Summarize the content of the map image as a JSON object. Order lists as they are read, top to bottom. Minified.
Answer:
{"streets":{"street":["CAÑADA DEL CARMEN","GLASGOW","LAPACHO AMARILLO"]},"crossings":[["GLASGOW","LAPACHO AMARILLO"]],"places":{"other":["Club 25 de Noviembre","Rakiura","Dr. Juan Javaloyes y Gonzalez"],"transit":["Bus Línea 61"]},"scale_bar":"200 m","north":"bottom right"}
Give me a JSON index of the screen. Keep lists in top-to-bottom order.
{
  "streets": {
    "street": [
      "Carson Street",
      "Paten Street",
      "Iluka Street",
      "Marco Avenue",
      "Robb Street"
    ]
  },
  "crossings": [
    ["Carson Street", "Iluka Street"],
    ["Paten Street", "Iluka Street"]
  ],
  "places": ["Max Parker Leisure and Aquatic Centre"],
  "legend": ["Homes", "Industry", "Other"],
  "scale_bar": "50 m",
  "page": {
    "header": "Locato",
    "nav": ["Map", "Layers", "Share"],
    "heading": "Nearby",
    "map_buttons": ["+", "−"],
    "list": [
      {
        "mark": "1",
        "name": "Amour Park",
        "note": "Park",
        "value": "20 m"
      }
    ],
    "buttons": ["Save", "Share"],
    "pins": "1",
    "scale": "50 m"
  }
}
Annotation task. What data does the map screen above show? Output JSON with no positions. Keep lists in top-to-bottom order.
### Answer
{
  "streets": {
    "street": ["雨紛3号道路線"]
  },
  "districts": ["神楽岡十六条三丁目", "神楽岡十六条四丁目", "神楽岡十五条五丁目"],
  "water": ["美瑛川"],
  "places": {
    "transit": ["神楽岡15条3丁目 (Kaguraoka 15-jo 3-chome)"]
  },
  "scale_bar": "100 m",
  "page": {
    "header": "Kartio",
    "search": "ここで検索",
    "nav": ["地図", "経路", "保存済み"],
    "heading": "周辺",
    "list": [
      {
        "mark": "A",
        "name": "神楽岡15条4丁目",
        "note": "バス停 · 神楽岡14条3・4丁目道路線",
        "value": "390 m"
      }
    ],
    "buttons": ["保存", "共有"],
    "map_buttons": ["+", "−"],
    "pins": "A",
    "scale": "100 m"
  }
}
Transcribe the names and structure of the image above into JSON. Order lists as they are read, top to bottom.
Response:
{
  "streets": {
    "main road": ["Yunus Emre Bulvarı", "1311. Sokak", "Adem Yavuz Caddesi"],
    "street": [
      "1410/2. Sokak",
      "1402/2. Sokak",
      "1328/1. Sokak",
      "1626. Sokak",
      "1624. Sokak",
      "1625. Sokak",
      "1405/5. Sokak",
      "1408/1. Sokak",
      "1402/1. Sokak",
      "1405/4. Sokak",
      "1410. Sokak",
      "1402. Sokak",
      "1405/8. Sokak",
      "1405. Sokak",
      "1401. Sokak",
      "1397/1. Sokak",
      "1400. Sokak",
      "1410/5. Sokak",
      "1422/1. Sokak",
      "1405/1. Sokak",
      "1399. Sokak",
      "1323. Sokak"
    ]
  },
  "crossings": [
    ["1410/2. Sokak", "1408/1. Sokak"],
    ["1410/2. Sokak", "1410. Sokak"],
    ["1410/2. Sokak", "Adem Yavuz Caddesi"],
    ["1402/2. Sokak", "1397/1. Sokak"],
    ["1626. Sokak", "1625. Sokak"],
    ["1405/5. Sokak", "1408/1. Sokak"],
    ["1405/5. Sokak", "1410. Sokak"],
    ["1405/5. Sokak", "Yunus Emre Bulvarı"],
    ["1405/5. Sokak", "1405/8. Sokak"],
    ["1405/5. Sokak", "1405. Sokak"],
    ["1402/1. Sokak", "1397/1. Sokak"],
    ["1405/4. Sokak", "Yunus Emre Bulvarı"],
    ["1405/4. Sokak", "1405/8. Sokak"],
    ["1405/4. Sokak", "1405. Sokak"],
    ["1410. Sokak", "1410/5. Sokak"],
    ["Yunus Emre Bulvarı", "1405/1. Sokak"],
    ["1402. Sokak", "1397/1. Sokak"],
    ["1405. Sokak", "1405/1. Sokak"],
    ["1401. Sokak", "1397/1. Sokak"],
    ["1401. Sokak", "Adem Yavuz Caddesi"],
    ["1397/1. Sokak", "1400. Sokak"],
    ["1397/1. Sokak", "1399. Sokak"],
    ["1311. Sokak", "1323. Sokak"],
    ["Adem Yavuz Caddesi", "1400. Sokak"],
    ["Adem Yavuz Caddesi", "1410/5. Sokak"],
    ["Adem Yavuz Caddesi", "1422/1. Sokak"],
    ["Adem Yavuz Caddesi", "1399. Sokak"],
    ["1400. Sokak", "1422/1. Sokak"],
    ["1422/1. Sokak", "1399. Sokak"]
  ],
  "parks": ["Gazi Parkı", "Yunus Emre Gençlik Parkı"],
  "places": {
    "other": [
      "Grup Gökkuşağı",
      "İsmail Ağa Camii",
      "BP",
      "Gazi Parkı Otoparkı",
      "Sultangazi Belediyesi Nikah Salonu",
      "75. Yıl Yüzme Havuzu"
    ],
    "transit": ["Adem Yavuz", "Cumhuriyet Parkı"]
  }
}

**REQUIRED ACTION**. Please copy each line of the records above that holds the word "transit".

**TASK ANSWER**.
{"streets":{"street":["CAÑADA DEL CARMEN","GLASGOW","LAPACHO AMARILLO"]},"crossings":[["GLASGOW","LAPACHO AMARILLO"]],"places":{"other":["Club 25 de Noviembre","Rakiura","Dr. Juan Javaloyes y Gonzalez"],"transit":["Bus Línea 61"]},"scale_bar":"200 m","north":"bottom right"}
    "transit": ["神楽岡15条3丁目 (Kaguraoka 15-jo 3-chome)"]
    "transit": ["Adem Yavuz", "Cumhuriyet Parkı"]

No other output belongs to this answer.